Conservatives’ mistrust is lengthy standing
However public media has additionally drawn political hearth. Senator John Kennedy, R-La., and Rep. Scott Perry, R-Pa., this winter launched what they’re calling the “No Propaganda Invoice” to bar all funding for the CPB.
Trump’s decide as Federal Communications Fee chairman, Brendan Carr, has signaled he helps their goal. He has additionally initiated inquiries of NPR and PBS, focusing at first on a handful of main stations, arguing these company underwriting spots violate federal legal guidelines and insurance policies as a result of they too carefully resemble commercials.
Each networks have mentioned they’ve scrupulously adopted regulators’ steerage over the course of many years to remain properly inside the regulation. These spots can’t, for instance, make a name to motion, equivalent to telling their audiences to purchase a automotive or insurance coverage insurance policies.
This week options separate litigation in Washington, D.C., and Manhattan to forestall the Trump administration from dismantling the federally funded worldwide broadcasters Radio Free Europe/Radio Liberty and Voice of America. (On Tuesday, a federal decide issued a brief restraining order freezing any additional motion towards Radio Free Europe/Radio Liberty.) The Related Press is in search of a reversal of

Trump White Home guidelines barring it from some occasions for refusing to evolve to the president’s decree renaming the Gulf of Mexico because the Gulf of America. And FCC chief Carr has launched into investigations of each broadcast community save Fox — whose controlling proprietor, Rupert Murdoch, is an ally of the president.
The Heritage Basis’s Gonzalez wrote the part of the group’s Undertaking 2025 blueprint for the Trump administration that has foreshadowed a lot of his agenda. He attacked the general public broadcasters as leftists, writing, “To cease public funding is nice coverage and good politics.”
Gonzales mentioned others might pay for its programming: “The membership mannequin that the CPB makes use of, together with the funding from firms and foundations that it additionally receives, would permit these broadcasters to proceed to thrive,” he wrote. (The FCC’s Carr is difficult the legality of these company revenues by means of underwriting — a pincer motion on the system’s funds.)

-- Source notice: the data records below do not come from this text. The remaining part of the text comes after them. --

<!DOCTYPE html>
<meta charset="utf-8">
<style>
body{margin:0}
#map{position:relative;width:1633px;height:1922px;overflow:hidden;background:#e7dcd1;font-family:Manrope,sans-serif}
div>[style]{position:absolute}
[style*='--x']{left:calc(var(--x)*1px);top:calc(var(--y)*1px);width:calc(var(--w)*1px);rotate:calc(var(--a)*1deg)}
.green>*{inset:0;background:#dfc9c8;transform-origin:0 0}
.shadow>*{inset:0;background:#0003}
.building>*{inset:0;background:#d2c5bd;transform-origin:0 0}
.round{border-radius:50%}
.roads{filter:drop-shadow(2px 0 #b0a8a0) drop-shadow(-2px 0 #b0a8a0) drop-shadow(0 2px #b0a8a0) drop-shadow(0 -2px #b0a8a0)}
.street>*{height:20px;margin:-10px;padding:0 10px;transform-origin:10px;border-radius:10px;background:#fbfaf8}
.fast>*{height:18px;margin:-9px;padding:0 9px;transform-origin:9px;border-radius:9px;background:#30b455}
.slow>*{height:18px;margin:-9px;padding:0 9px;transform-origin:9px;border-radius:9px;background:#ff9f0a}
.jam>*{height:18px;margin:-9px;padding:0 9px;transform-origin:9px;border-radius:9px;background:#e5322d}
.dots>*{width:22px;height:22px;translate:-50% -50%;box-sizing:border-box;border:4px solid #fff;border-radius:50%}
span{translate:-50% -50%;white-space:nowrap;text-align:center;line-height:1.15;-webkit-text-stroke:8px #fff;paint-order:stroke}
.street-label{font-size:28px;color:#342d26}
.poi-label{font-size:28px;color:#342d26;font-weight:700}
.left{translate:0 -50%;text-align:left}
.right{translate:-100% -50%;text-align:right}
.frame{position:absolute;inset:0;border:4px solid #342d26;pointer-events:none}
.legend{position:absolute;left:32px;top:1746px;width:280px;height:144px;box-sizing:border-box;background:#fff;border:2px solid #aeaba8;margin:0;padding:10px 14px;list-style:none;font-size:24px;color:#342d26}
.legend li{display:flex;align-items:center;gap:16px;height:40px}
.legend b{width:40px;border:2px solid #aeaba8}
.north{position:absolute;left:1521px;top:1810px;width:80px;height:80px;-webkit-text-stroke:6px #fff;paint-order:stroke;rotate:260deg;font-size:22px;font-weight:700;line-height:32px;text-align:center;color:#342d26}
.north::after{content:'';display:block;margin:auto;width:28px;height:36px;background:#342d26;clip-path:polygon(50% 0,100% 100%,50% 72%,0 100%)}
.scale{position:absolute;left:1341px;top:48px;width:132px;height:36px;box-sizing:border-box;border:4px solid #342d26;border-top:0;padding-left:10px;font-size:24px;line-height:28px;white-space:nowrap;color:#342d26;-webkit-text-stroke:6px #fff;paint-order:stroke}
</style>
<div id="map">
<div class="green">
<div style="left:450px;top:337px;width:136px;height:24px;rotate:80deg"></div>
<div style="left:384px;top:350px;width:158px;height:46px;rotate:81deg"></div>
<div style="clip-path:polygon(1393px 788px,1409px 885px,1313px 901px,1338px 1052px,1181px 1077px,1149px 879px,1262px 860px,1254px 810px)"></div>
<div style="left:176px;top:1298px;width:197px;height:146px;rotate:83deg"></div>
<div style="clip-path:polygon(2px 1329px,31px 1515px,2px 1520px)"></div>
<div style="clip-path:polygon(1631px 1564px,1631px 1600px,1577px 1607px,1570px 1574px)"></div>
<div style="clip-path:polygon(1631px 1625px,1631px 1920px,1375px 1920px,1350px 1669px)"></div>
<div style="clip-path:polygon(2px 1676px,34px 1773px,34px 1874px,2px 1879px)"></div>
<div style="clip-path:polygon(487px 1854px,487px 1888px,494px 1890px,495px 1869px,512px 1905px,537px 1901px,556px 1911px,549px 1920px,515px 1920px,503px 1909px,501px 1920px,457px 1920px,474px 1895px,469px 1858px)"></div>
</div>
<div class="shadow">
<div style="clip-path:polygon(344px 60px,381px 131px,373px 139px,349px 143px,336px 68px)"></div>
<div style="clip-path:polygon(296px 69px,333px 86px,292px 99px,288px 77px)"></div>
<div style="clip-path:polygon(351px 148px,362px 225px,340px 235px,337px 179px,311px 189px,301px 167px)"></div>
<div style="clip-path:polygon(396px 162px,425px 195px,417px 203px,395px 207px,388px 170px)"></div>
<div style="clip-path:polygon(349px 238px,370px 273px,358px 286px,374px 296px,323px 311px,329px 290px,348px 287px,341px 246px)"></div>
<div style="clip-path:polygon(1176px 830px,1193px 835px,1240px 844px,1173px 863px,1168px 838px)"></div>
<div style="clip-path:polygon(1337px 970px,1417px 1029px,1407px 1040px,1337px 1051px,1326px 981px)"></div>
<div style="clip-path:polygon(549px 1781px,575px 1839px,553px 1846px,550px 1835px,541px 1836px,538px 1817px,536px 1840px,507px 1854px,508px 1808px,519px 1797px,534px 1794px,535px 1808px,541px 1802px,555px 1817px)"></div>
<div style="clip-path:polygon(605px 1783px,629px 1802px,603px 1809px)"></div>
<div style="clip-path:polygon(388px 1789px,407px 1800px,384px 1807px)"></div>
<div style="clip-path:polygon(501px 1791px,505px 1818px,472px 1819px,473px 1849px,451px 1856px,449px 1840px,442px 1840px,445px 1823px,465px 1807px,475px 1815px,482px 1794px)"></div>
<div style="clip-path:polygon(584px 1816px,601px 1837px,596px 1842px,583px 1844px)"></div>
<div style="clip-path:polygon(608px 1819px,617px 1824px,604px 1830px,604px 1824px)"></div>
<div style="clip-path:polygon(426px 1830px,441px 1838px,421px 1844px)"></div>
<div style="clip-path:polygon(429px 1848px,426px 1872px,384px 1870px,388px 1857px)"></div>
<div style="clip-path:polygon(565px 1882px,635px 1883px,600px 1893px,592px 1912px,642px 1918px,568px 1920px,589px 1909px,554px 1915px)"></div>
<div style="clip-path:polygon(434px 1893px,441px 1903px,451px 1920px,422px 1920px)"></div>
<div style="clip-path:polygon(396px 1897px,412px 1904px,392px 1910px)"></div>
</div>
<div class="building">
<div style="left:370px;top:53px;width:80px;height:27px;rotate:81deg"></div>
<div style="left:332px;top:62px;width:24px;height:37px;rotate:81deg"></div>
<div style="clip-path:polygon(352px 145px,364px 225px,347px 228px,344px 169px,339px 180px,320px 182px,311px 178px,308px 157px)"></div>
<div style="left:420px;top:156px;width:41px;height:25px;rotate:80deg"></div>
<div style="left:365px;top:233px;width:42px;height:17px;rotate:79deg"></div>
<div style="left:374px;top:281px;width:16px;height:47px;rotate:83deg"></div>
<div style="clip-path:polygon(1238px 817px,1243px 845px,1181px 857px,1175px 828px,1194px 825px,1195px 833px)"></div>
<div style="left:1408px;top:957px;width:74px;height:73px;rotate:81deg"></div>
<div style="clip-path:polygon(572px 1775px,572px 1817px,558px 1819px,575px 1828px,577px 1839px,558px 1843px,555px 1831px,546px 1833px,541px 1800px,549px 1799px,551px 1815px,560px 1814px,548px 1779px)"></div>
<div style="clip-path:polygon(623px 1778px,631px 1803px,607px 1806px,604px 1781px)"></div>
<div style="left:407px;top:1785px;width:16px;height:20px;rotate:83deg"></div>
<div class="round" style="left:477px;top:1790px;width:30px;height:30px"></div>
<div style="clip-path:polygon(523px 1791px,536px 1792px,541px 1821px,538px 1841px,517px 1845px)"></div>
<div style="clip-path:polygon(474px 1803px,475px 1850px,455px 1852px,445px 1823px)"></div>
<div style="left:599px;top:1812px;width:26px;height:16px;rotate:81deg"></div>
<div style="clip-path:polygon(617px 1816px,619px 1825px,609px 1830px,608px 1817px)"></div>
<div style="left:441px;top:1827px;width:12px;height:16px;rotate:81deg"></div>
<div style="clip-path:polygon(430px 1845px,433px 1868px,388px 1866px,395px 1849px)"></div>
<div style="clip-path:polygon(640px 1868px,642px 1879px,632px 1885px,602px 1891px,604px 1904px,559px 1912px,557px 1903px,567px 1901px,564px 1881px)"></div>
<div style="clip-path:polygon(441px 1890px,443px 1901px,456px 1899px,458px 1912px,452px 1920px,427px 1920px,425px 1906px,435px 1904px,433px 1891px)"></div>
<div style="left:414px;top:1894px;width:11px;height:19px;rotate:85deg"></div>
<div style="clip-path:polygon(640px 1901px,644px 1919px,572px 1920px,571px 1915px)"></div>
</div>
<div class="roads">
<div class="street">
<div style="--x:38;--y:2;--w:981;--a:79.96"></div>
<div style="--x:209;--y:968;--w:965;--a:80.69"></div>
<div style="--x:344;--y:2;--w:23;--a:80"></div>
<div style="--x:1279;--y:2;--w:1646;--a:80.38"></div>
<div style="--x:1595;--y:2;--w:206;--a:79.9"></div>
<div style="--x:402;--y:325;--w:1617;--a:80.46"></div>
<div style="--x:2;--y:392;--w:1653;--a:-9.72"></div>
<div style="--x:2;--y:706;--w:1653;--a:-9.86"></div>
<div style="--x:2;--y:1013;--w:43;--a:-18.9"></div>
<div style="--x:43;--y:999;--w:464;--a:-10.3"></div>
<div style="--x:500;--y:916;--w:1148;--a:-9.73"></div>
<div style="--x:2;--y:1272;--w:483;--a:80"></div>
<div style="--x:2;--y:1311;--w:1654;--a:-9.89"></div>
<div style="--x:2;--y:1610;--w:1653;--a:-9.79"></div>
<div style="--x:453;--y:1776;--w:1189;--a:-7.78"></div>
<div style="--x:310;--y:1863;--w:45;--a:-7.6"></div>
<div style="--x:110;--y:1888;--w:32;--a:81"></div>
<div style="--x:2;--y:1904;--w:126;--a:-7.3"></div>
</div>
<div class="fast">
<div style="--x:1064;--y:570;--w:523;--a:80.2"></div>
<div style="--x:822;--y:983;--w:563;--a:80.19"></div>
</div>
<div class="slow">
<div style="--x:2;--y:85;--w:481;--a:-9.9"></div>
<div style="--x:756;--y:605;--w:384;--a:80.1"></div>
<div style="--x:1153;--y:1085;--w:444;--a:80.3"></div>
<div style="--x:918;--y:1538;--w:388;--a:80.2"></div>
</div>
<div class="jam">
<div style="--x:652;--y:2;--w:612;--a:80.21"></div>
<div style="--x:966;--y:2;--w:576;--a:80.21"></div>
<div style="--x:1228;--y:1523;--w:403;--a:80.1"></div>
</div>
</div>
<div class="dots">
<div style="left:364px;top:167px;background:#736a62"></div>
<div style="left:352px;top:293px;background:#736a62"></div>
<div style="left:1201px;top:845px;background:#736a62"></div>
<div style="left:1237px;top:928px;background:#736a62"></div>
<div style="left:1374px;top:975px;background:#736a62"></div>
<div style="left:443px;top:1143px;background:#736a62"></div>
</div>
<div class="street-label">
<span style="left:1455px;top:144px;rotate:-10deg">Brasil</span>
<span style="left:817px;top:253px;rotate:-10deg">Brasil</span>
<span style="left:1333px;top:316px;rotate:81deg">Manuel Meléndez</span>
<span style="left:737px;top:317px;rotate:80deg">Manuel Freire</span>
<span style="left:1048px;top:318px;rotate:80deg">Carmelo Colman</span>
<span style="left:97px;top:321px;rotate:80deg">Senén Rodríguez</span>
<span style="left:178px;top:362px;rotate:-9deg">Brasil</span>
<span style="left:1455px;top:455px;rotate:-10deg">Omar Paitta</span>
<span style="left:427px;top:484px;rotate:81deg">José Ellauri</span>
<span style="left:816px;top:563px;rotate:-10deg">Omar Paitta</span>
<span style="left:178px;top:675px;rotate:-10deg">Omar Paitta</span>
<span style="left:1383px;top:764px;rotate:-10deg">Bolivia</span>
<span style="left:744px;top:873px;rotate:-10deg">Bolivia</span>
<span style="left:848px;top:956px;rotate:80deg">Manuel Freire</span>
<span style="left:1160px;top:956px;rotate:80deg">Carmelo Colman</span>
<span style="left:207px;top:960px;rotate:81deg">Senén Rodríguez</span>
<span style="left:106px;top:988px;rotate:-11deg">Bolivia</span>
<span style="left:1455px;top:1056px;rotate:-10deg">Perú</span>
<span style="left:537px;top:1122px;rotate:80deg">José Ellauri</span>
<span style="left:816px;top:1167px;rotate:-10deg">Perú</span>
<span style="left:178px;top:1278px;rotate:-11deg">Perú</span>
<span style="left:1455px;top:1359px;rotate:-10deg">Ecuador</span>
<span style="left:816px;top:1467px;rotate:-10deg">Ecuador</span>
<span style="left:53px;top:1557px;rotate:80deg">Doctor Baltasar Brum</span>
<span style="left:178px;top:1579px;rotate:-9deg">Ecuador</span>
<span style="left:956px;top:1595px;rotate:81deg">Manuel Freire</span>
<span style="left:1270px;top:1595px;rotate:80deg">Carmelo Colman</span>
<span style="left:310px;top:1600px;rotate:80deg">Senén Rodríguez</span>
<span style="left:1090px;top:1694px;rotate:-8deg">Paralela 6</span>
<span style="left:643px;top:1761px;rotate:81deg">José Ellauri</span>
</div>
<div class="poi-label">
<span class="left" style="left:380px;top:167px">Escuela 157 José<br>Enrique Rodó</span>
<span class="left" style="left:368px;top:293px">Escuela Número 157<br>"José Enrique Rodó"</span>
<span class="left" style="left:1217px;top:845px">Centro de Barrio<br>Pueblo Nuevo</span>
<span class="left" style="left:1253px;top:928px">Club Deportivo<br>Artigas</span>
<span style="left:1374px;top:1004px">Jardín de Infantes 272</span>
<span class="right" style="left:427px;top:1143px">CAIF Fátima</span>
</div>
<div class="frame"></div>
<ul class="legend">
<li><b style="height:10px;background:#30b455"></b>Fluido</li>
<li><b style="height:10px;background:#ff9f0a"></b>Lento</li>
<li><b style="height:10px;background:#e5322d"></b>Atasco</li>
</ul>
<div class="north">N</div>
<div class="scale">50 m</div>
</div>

Gonzales approvingly cited the conservative columnist George Will, who wrote in 2017, “If ‘Sesame Avenue’ programming had been put up for public sale, the hazard can be of getting trampled by the stampede of potential bidders.” Gonzales added, “Certainly, ‘Sesame Avenue’ is on HBO now, which reveals its potential as a cash earner.”
That line lands in another way now. Late final 12 months, HBO dropped the deal for brand new episodes with Sesame Workshop, putting a much smaller licensing association for again episodes. Sesame Avenue lately laid off roughly 20% of its workers consequently. No different streamer or broadcaster has but stepped ahead to pay for its new reveals.
In a latest column, Will argued for the tip of CPB funding: “CPB is just like the human appendix: vestigial, purposeless and inclined to unhealthy episodes.”
Disclosure: This story was reported and written by NPR Media Correspondent David Folkenflik and edited by Deputy Enterprise Editor Emily Kopp and Managing Editors Gerry Holmes and Vickie Walton-James. Beneath NPR’s protocol for reporting on itself, no NPR company official or information govt reviewed this story earlier than it was posted publicly.